A recente decisão do governo federal de restringir o acesso a parte das informações relacionadas a convênios públicos gerou polêmica e críticas de diversas entidades e especialistas. Estima-se que a medida afete cerca de 16 milhões de documentos, de acordo com o Ministério da Gestão e Inovação (MGI). Esses arquivos, que antes estavam disponíveis na plataforma TransfereGov, incluem dados cruciais como planos de trabalho, notas fiscais, termos de parceria e relatórios de prestação de contas dos gastos públicos.
Implicações da restrição no acesso a documentos
Os documentos que agora estão restritos incluem conteúdos essenciais sobre convênios firmados com Organizações Não-Governamentais (ONGs) e empresas contratadas para a execução de obras. Essa medida, que abarca acordos totalizando mais de R$ 600 bilhões em recursos da União, representou um retrocesso significativo na transparência administrativa. A decisão também impacta informações relativas a emendas parlamentares, incluindo aquelas alocadas no controverso “orçamento secreto”, declarado inconstitucional pelo Supremo Tribunal Federal (STF) em 2022.
Conforme comunicado oficial do MGI, a justificativa para a restrição se baseia no fato de que “mais de 16 milhões de documentos anexados desde 2007 podem conter dados sensíveis”, e que o acesso a essas informações será permitido apenas por meio da Lei de Acesso à Informação (LAI). O ministério esclareceu que, enquanto mantêm a proteção das informações sensíveis, os dados principais dos convênios, como os valores e CNPJ dos fornecedores, continuarão disponíveis na plataforma TransfereGov.
Defesa da transparência e crítica à medida
Adauto Modesto, secretário-executivo adjunto do MGI, afirmou que os documentos em questão precisam passar por um processo de tratamento para que as informações pessoais contidas não sejam indevidamente divulgadas. No entanto, essa justificativa foi contestada por especialistas em transparência. Segundo Marina Atoji, gerente de Programas da Transparência Brasil, a limitação no acesso à íntegra dos documentos prejudica a fiscalização e controle social sobre os gastos públicos. “É inaceitável que termos de convênio com municípios estejam fora do alcance do público”, destacou Atoji, reforçando que a falta de transparência representa uma lacuna grave na supervisão das transferências de recursos.
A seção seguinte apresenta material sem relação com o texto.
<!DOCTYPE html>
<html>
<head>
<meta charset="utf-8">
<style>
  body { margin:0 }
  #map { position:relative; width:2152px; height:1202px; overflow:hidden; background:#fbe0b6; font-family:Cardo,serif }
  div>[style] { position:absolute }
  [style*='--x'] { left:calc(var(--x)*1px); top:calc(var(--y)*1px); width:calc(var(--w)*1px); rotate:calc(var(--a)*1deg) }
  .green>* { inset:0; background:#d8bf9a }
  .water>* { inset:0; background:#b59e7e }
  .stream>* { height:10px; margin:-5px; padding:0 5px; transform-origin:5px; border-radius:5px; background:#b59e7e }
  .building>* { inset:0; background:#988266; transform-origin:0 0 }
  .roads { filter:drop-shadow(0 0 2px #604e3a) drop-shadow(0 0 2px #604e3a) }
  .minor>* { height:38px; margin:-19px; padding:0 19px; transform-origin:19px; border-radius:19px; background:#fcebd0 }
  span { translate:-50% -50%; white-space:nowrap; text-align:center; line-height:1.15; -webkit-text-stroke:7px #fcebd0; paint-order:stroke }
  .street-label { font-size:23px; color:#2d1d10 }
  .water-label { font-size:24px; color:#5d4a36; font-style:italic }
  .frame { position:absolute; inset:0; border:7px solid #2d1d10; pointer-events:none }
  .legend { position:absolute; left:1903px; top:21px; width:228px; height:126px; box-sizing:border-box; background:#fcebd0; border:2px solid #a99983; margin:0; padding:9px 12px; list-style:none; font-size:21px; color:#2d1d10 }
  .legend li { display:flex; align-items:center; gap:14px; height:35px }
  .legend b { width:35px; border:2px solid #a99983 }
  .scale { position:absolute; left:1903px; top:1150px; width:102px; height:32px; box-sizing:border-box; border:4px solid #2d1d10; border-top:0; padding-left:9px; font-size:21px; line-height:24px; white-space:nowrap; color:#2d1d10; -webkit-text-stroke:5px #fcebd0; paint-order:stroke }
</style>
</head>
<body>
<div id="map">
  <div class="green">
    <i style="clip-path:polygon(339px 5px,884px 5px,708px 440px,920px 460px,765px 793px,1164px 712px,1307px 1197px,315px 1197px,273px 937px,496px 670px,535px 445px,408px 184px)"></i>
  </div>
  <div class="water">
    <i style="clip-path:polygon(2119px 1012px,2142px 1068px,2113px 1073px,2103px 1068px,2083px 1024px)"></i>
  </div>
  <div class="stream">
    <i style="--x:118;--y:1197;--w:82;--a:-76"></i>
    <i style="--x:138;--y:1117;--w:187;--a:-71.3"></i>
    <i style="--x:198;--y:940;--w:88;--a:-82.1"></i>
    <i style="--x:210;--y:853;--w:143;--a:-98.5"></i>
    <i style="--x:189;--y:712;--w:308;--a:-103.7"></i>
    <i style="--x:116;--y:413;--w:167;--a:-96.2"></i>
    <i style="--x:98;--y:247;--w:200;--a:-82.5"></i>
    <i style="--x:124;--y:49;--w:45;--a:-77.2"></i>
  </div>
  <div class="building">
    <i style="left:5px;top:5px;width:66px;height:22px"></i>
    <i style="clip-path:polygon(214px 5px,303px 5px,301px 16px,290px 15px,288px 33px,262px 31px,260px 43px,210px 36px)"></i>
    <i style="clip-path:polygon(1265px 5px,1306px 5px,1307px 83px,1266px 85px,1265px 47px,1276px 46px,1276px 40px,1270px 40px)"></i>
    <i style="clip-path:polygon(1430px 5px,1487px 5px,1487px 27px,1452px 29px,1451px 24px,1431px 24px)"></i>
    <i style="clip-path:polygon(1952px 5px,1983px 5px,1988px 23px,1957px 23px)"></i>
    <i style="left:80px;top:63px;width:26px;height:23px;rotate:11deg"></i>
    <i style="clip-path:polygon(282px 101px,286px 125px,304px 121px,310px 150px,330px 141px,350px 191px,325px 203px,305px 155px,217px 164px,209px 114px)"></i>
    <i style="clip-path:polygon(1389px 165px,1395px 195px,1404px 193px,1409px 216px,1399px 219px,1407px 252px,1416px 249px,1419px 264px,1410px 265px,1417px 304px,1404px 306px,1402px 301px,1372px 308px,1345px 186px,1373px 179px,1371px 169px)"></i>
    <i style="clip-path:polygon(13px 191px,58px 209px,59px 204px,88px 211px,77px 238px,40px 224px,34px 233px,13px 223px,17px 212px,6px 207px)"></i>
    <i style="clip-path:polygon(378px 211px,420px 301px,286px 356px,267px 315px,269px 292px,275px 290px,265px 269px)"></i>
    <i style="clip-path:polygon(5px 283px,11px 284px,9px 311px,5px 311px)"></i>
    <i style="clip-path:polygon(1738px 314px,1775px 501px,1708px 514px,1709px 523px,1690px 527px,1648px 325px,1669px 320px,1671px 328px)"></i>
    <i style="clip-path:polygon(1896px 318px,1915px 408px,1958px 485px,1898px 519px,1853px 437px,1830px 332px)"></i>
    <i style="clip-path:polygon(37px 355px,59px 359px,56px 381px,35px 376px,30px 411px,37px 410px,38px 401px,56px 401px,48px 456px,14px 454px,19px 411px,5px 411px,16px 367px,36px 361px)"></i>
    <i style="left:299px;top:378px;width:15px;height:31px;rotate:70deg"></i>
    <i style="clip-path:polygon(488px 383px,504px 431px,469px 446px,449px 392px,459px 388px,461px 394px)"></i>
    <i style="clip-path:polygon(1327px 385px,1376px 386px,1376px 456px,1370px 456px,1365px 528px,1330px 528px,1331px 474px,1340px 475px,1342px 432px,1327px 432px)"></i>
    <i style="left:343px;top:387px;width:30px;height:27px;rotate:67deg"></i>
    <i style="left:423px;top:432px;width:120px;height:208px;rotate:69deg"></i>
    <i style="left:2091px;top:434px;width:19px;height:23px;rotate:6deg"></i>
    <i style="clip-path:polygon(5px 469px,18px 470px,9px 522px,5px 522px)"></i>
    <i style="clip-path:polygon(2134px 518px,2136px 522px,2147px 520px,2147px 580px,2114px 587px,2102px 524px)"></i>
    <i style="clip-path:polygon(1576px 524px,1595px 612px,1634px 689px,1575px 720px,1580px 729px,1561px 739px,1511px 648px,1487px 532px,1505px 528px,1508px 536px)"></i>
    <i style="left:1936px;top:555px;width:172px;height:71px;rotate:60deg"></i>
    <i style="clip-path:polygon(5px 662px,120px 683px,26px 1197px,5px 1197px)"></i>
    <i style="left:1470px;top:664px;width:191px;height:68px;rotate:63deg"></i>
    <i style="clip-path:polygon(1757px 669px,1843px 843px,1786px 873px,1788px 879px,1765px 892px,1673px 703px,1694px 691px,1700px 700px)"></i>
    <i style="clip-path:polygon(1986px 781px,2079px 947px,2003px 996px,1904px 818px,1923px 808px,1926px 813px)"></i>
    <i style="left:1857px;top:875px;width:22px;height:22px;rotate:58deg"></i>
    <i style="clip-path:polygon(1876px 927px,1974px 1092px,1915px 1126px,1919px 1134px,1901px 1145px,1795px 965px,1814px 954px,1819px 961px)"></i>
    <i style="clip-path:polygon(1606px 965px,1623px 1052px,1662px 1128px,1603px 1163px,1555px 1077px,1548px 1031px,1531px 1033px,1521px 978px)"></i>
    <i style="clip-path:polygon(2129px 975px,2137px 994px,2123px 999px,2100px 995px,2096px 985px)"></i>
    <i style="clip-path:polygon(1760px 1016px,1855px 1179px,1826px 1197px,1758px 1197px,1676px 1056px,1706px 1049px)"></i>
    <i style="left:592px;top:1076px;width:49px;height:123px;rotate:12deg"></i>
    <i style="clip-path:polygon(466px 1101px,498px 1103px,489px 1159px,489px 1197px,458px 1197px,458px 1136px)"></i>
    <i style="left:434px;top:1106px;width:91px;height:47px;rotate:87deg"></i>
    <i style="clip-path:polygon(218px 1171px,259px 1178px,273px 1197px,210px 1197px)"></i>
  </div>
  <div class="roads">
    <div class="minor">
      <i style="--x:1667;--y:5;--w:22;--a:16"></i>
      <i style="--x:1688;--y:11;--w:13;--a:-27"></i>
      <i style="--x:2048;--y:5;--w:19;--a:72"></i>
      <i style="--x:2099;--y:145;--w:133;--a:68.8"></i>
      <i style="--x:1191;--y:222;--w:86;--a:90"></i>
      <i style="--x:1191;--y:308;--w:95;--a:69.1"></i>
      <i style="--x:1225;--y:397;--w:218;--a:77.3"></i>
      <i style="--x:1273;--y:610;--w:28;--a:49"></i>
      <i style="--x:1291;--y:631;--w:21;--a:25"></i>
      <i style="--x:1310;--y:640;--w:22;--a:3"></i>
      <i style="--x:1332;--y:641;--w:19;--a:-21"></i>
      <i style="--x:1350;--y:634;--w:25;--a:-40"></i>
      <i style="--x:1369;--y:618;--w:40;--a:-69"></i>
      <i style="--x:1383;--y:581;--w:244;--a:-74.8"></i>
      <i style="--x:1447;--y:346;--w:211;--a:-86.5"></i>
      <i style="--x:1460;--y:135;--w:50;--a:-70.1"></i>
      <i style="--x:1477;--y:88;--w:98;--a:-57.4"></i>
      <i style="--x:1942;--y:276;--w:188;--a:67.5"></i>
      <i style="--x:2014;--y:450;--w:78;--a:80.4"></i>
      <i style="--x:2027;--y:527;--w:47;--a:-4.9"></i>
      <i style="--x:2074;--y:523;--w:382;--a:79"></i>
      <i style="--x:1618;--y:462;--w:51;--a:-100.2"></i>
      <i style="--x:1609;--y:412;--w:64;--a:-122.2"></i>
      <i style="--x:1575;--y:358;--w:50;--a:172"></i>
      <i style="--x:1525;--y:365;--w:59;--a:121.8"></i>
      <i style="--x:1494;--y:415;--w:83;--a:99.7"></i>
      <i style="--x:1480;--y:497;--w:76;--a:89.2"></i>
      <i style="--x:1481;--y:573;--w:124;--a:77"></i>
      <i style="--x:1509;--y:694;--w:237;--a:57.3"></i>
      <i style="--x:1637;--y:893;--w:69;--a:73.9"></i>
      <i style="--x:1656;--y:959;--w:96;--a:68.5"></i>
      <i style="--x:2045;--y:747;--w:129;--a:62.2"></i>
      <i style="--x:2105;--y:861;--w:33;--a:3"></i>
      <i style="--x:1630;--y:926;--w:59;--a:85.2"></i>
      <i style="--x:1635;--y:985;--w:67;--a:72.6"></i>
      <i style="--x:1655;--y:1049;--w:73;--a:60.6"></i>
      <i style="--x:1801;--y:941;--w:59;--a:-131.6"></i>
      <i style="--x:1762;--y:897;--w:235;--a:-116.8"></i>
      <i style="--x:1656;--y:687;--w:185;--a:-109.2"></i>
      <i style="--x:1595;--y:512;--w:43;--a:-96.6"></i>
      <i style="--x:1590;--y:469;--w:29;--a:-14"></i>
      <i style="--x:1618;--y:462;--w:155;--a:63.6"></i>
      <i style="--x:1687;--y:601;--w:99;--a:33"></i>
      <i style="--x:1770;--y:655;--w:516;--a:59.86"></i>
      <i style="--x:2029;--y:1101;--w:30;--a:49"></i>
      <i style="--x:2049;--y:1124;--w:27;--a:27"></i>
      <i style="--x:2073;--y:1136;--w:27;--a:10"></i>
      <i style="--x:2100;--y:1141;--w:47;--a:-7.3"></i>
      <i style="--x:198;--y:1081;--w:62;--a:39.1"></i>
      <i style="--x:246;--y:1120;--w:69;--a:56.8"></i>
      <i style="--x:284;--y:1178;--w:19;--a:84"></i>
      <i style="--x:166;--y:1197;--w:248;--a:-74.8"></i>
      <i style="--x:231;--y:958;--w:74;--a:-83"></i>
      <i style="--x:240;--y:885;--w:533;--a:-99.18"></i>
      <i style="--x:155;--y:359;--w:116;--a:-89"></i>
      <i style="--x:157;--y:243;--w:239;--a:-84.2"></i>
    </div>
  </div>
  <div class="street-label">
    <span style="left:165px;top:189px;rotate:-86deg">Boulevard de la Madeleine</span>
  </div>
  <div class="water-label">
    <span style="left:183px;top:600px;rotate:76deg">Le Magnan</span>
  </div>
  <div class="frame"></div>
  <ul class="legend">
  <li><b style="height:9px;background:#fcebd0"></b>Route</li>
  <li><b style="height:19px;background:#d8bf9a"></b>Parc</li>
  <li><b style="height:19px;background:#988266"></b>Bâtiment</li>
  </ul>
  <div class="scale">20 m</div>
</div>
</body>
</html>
A situação se torna ainda mais complicada uma vez que a própria Advocacia-Geral da União (AGU) contradisse a interpretação do MGI, afirmando que o parecer que fundamentou a decisão do ministério não impede o acesso aos documentos. Em declaração à imprensa, a AGU enfatizou que “os documentos continuam plenamente acessíveis, auditáveis e publicamente disponíveis”. Isso gera um desconforto entre a sociedade civil, que vê na restrição uma tentativa de ocultação das ações governamentais.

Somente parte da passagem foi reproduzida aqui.